IvanDesuo commented 2 years ago

Julia, your blog and YouTube tutorials are incredible. I have been learning so much since I found your blog and channel. I was trying a more traditional approach using multinom and really struggling to get all the metrics. Yardstick package was a god sent, it worked like a charm. Thanks so much!

SN4AI commented 2 years ago

Hello Julia. First of all, I wanted to congratulate you but above all thank you for the impressive work you do. I have followed several of your tutorials which have boosted my productivity. However, I would like to submit a question to you in the context of model training.
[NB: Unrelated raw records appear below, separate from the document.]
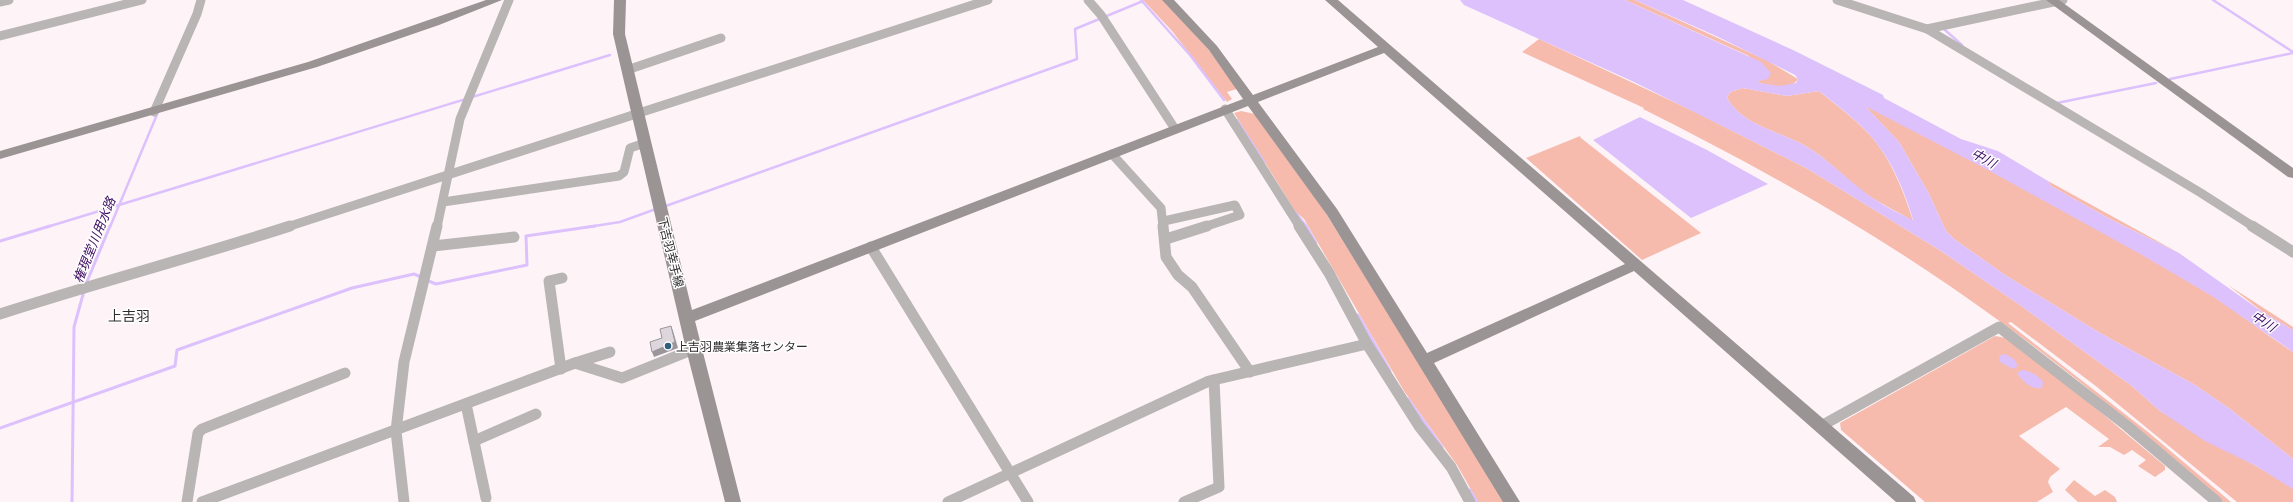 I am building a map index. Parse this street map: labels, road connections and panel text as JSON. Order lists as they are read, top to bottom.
{
  "streets": {
    "street": ["下吉羽幸手線"]
  },
  "districts": ["上吉羽"],
  "water": ["中川", "権現堂川用水路"],
  "places": ["上吉羽農業集落センター"]
} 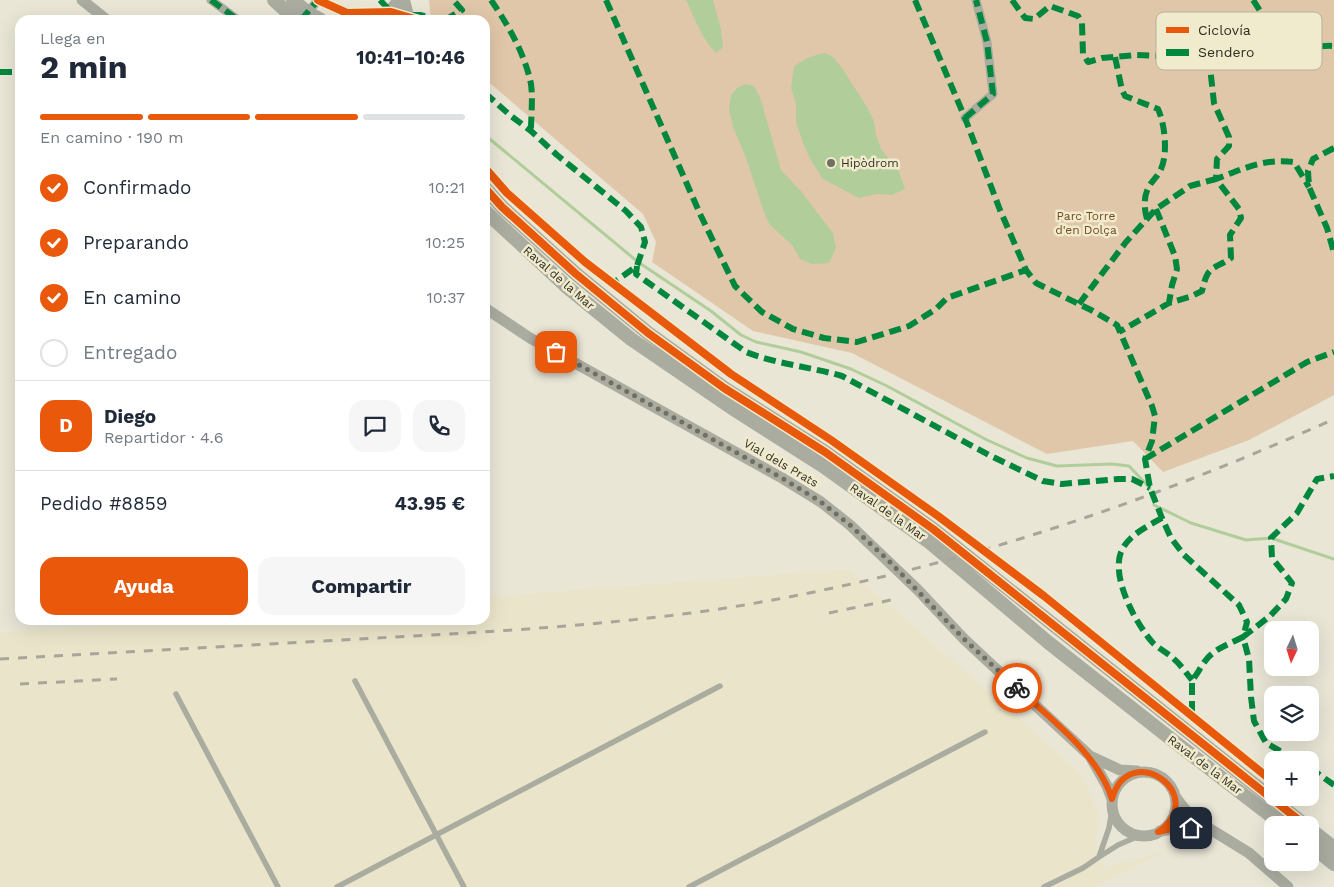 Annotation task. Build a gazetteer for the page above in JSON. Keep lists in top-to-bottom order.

I have a very large database. Suddenly it is very difficult to train my model since I have a RAM memory of 8g. Do you have a parallel computing method or other method to solve volumetry problems? Thank you!
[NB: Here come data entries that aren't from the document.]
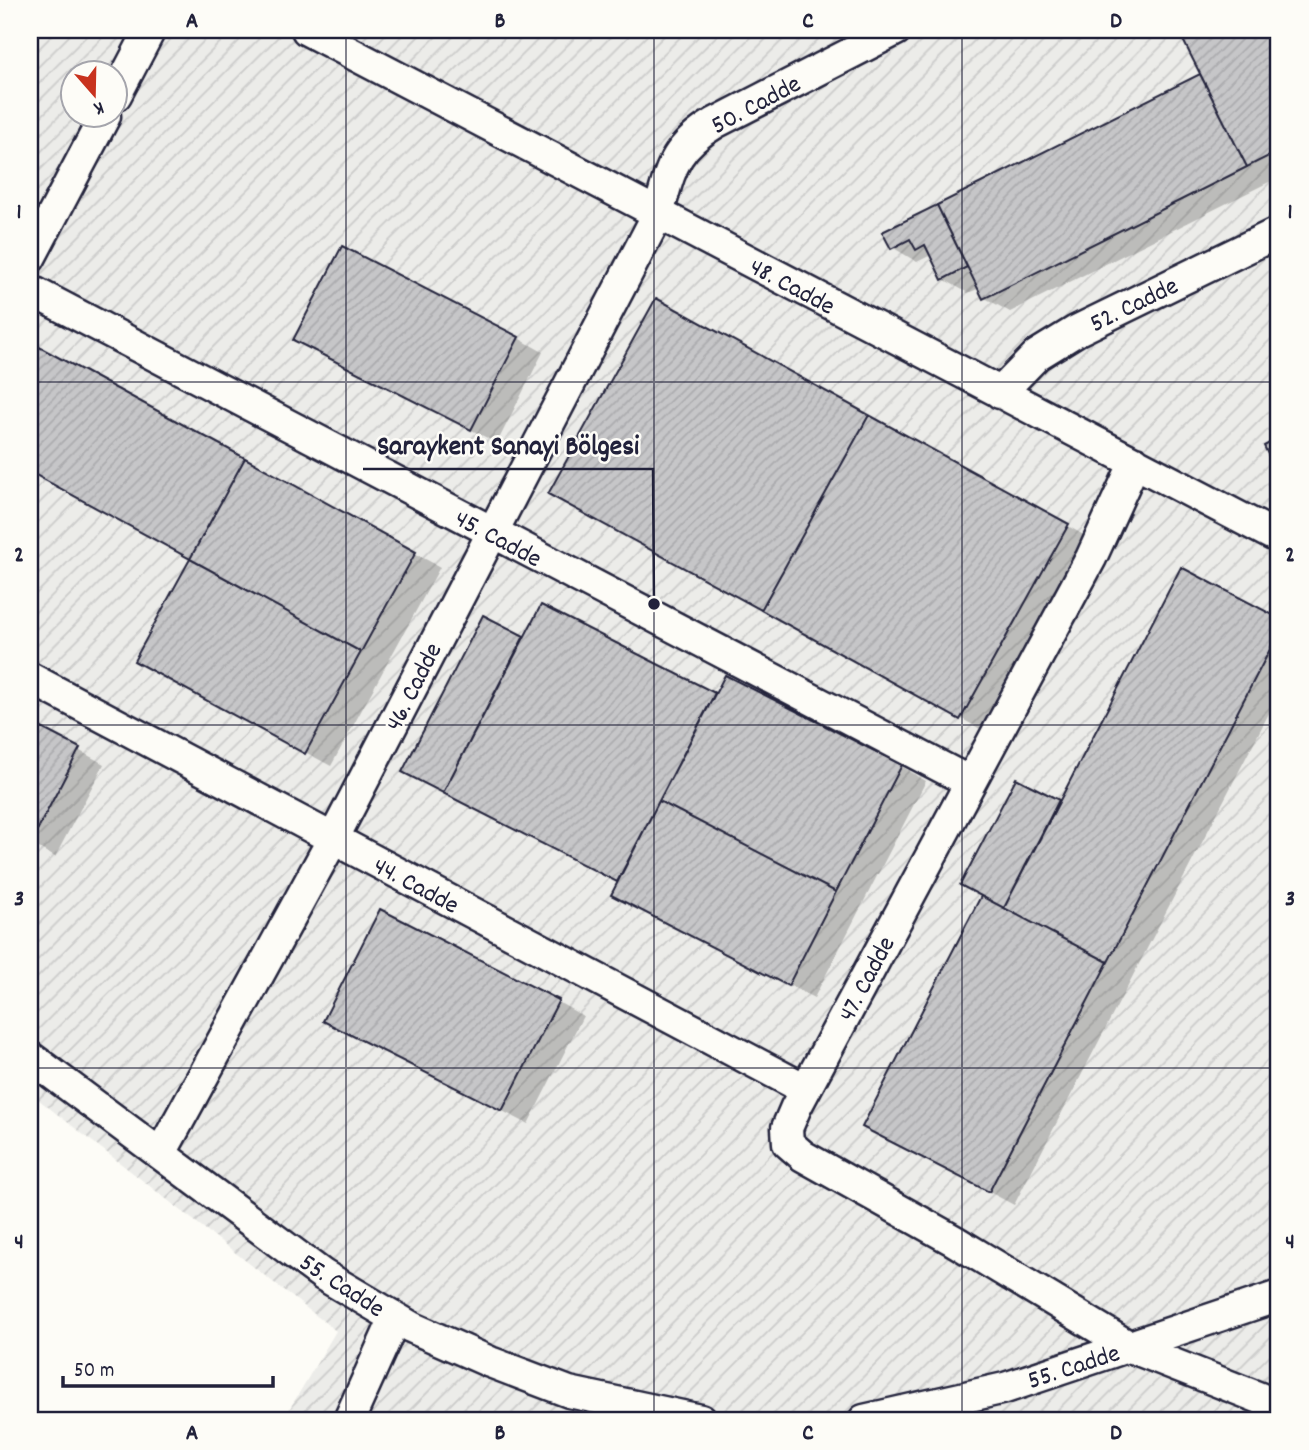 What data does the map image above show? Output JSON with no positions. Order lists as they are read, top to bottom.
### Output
{
  "streets": {
    "street": [
      "50. Cadde",
      "48. Cadde",
      "52. Cadde",
      "45. Cadde",
      "46. Cadde",
      "44. Cadde",
      "47. Cadde",
      "55. Cadde"
    ]
  },
  "crossings": [
    ["50. Cadde", "48. Cadde"],
    ["50. Cadde", "46. Cadde"],
    ["48. Cadde", "52. Cadde"],
    ["48. Cadde", "46. Cadde"],
    ["48. Cadde", "47. Cadde"],
    ["45. Cadde", "46. Cadde"],
    ["45. Cadde", "47. Cadde"],
    ["46. Cadde", "44. Cadde"],
    ["46. Cadde", "55. Cadde"],
    ["44. Cadde", "47. Cadde"],
    ["47. Cadde", "55. Cadde"]
  ],
  "places": ["Saraykent Sanayi Bölgesi"],
  "scale_bar": "50 m",
  "north": "bottom",
  "grid": {
    "columns": [
      "A",
      "B",
      "C",
      "D"
    ],
    "rows": [
      "1",
      "2",
      "3",
      "4"
    ]
  }
}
juliasilge commented 2 years ago

@SN4AI Unfortunately parallel processing won't solve any problems with running out of memory. Running in parallel typically requires more memory than running sequentially (but it is of course faster). So if you are very, very low on RAM, I recommend only running sequentially and probably using just a subsample of your data for training your model. If your data is in a database, see if you can do any summarizing in the database itself before bringing just the minimum of data into memory in R locally. Also, if you are using a database, look into whether something like tidypredict will work for you.
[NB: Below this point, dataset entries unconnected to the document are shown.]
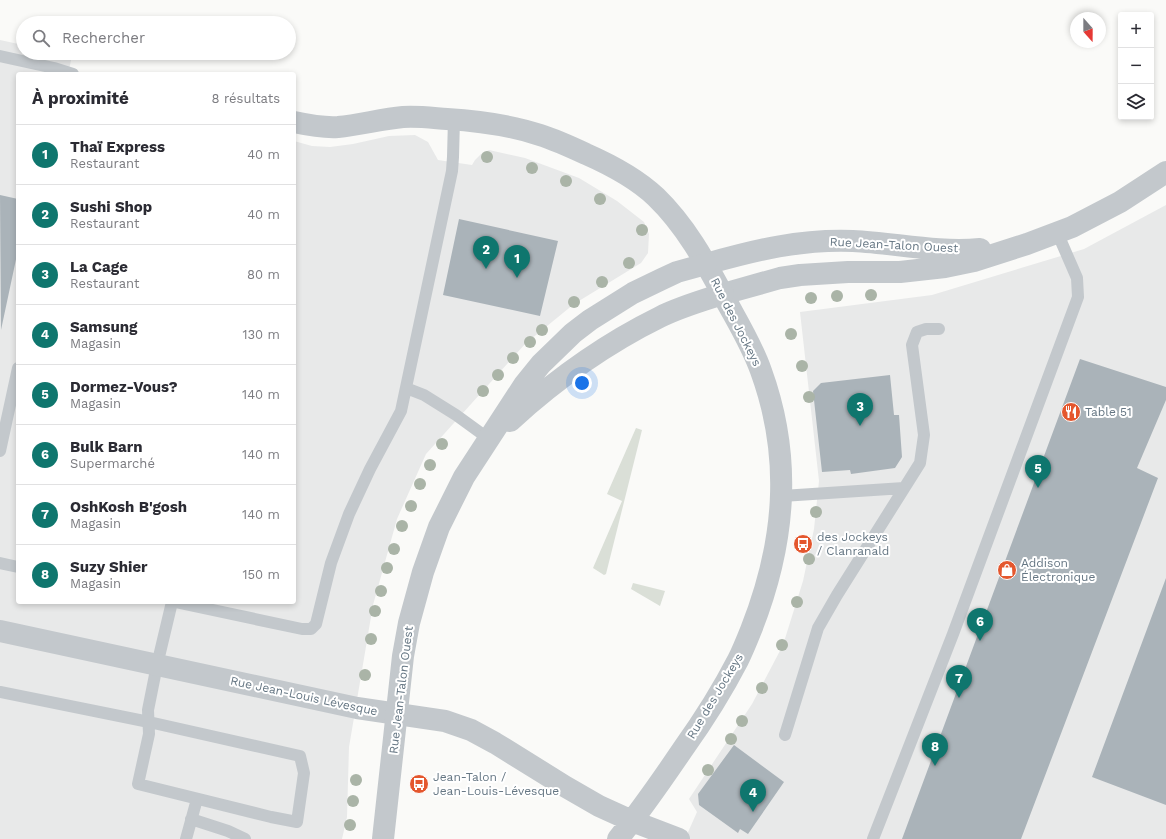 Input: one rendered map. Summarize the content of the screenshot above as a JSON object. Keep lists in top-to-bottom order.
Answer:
{
  "streets": {
    "street": ["Rue Jean-Talon Ouest", "Rue des Jockeys", "Rue Jean-Louis Lévesque"]
  },
  "crossings": [
    ["Rue Jean-Talon Ouest", "Rue des Jockeys"],
    ["Rue Jean-Talon Ouest", "Rue Jean-Louis Lévesque"],
    ["Rue des Jockeys", "Rue Jean-Louis Lévesque"]
  ],
  "places": {
    "restaurant": ["Table 51"],
    "bus stop": ["des Jockeys / Clanranald", "Jean-Talon / Jean-Louis-Lévesque"],
    "shop": ["Addison Électronique"]
  },
  "north": "bottom",
  "page": {
    "map_buttons": ["+", "−"],
    "search": "Rechercher",
    "heading": ["À proximité", "8 résultats"],
    "list": [
      {
        "mark": "1",
        "name": "Thaï Express",
        "note": "Restaurant",
        "value": "40 m"
      },
      {
        "mark": "2",
        "name": "Sushi Shop",
        "note": "Restaurant",
        "value": "40 m"
      },
      {
        "mark": "3",
        "name": "La Cage",
        "note": "Restaurant",
        "value": "80 m"
      },
      {
        "mark": "4",
        "name": "Samsung",
        "note": "Magasin",
        "value": "130 m"
      },
      {
        "mark": "5",
        "name": "Dormez-Vous?",
        "note": "Magasin",
        "value": "140 m"
      },
      {
        "mark": "6",
        "name": "Bulk Barn",
        "note": "Supermarché",
        "value": "140 m"
      },
      {
        "mark": "7",
        "name": "OshKosh B'gosh",
        "note": "Magasin",
        "value": "140 m"
      },
      {
        "mark": "8",
        "name": "Suzy Shier",
        "note": "Magasin",
        "value": "150 m"
      }
    ],
    "pins": [
      "2",
      "1",
      "3",
      "5",
      "6",
      "7",
      "8",
      "4"
    ]
  }
}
SN4AI commented 2 years ago

Hello Julia, thank you very much for answering my question. Your answer is more than clear. If not, do you think that increasing my RAM memory from 8G to 16G will have an impact on my ability to train models. In the end, thank you for suggesting 'tidyprdict' to me, I'm documenting myself on this. Thank you!!

juliasilge commented 2 years ago

@SN4AI I have 16 GB of RAM on my main computer and I seldom have problems running out of memory when training models, but this really depends on the particulars of your datasets. The other option you can consider is moving to the cloud (like AWS or similar) for training models.

fvr1210 commented 2 years ago

Hi Julia, thanks a lot for this interesting blog!

Would it be possible to use the weighted log odds instead of the tfidf as feature?

juliasilge commented 2 years ago

@fvr1210 You definitely could! We haven't implemented that in recipes or textrecipes yet but you could either create a custom recipe step or submit an issue on one of those repos.

Woprates commented 2 years ago

Hey Julia, sorry bother you...but I got such issue in my model to predict a class using form comments....when I run nber_rs <- tune_grid( nber_wf, nber_folds, grid = nber_grid ) Warning message: All models failed. See the .notes column.

The .notes erros are:

[[8]]

A tibble: 1 x 1

.notes

1 preprocessor 1/1, model 1/1: Error in lognet(xd, is.sparse, ix, jx, ~ [[9]] # A tibble: 1 x 1 .notes 1 preprocessor 1/1, model 1/1: Error in lognet(xd, is.sparse, ix, jx, ~ Do you have any idea how to solve this?
juliasilge commented 2 years ago

@Woprates Hmmm, that error looks like glmnet did not get all numeric values. Do you still have some factor/string variables? You'll need to convert those into indicator variables, probably using step_dummy(). Or maybe the text hasn't been tokenized and prepared?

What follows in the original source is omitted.